## TASK GOAL
Whenever a line of the material contains the string "lists", it should be copied.

---

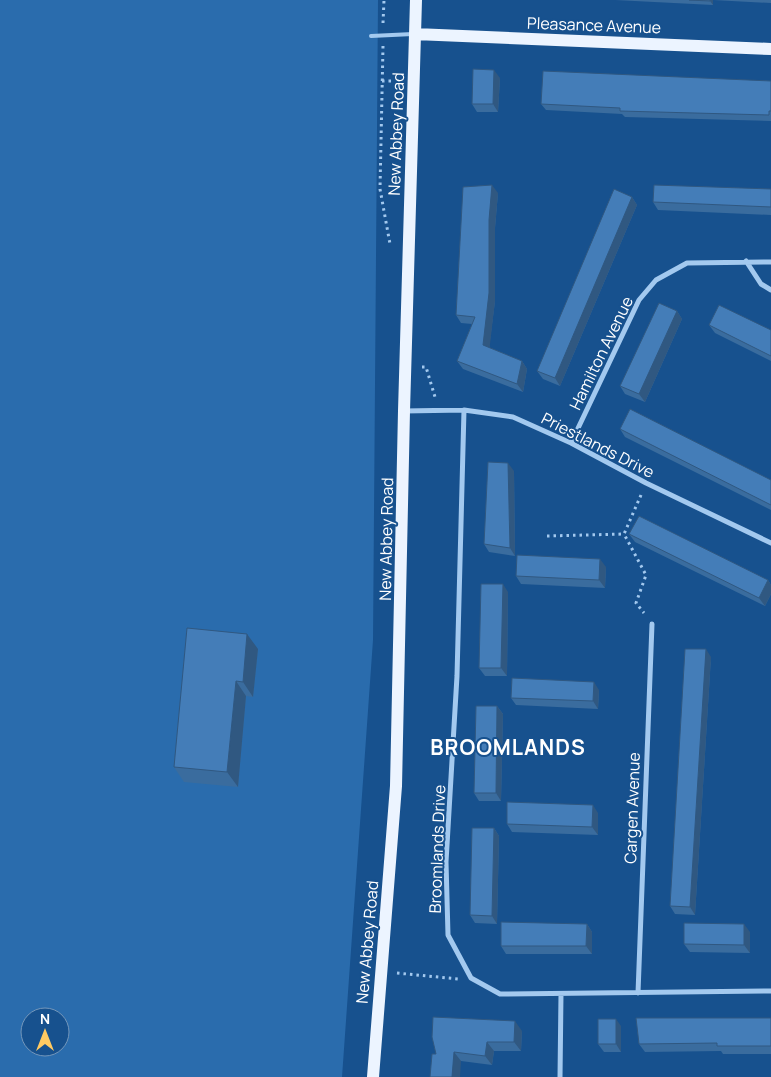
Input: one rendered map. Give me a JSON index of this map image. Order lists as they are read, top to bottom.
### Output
{
  "streets": {
    "main road": ["Pleasance Avenue", "New Abbey Road"],
    "street": [
      "Hamilton Avenue",
      "Priestlands Drive",
      "Cargen Avenue",
      "Broomlands Drive"
    ]
  },
  "crossings": [
    ["Pleasance Avenue", "New Abbey Road"],
    ["New Abbey Road", "Priestlands Drive"],
    ["Hamilton Avenue", "Priestlands Drive"],
    ["Priestlands Drive", "Broomlands Drive"],
    ["Cargen Avenue", "Broomlands Drive"]
  ],
  "districts": ["BROOMLANDS"],
  "north": "top"
}
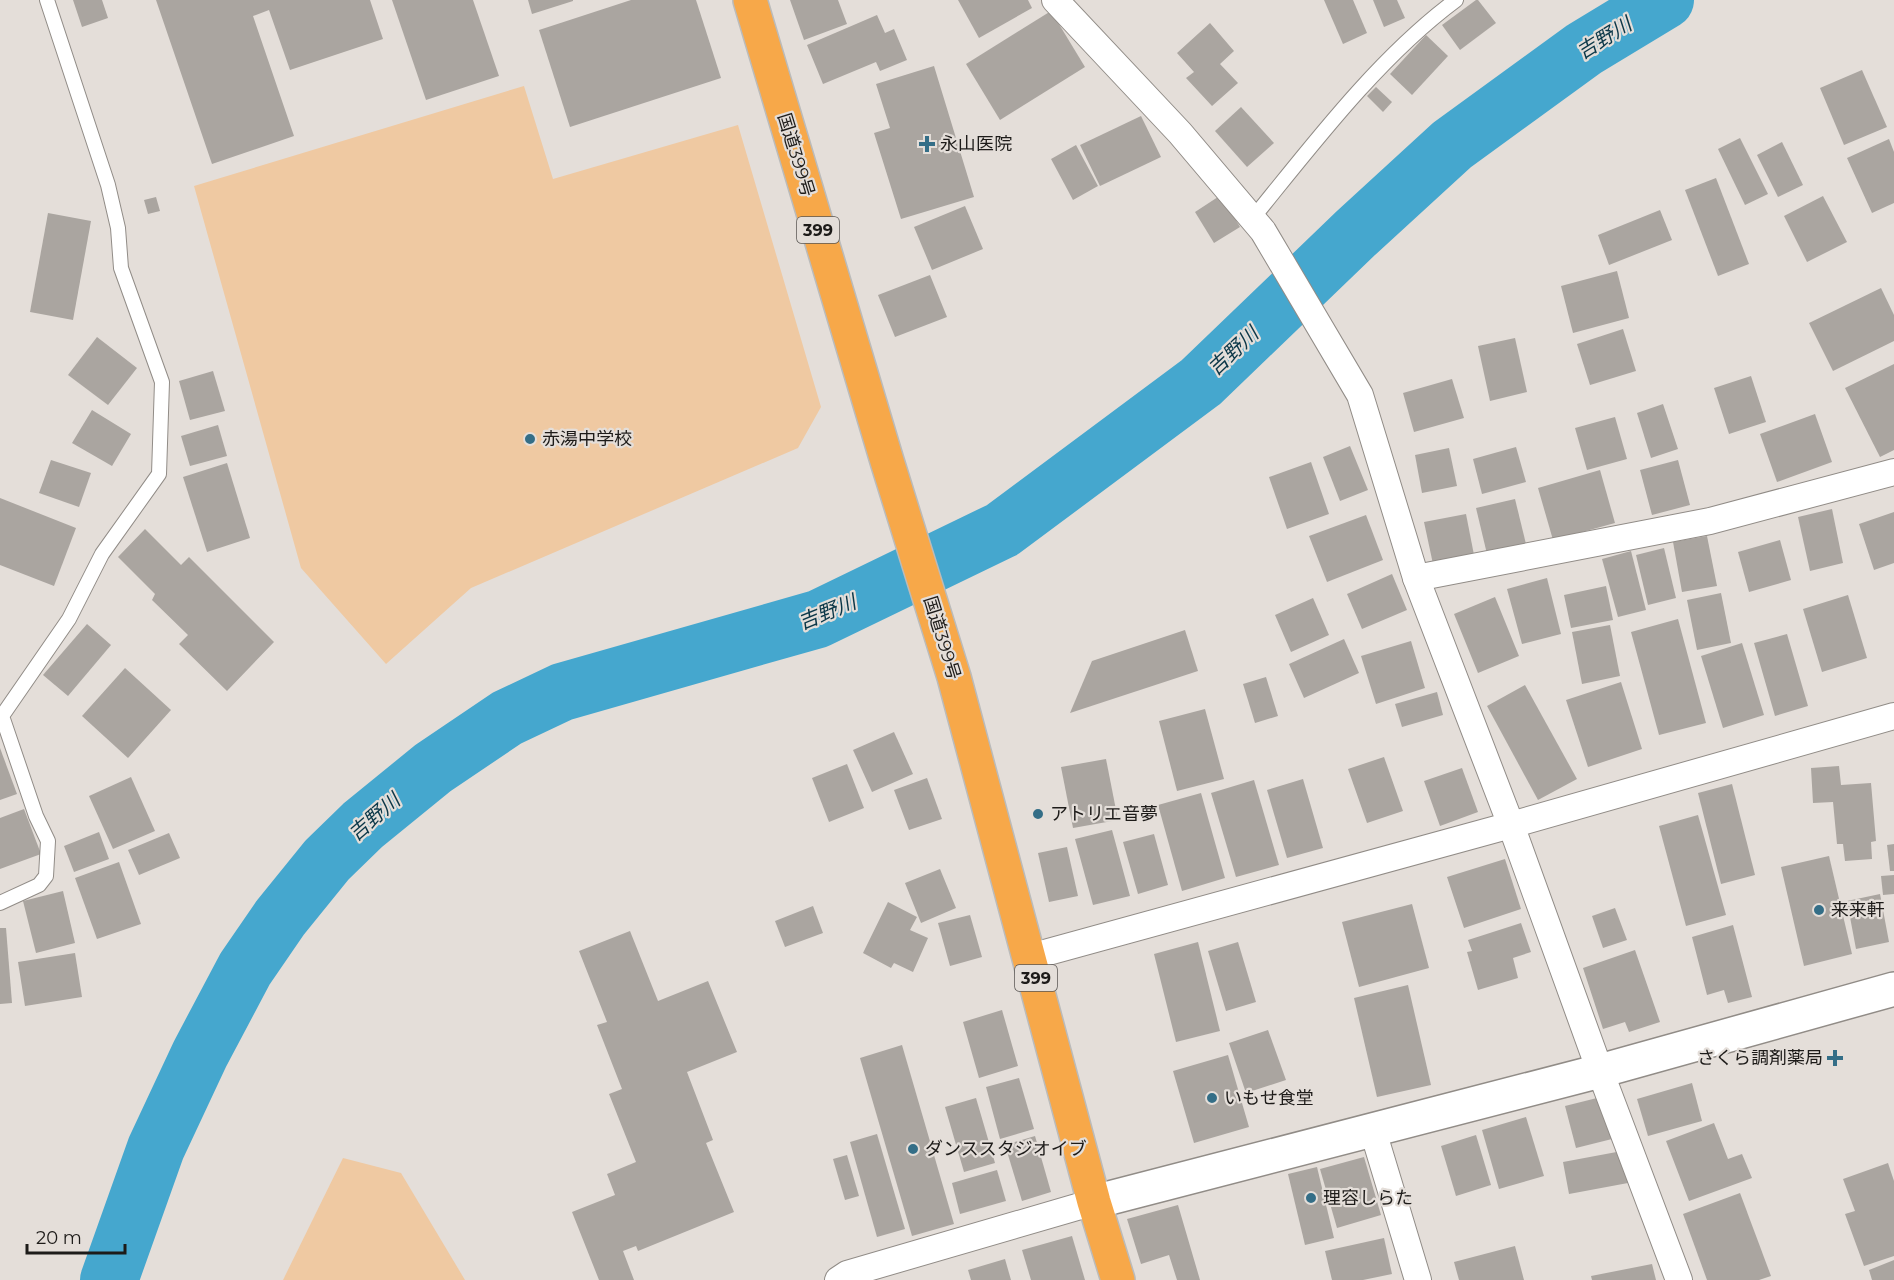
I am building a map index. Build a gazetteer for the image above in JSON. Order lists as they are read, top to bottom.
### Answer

---

## WORKED SOLUTION
Input: one rendered map. Give me a JSON index of this map image. Order lists as they are read, top to bottom.
I am building a map index. Build a gazetteer for the image above in JSON. Order lists as they are read, top to bottom.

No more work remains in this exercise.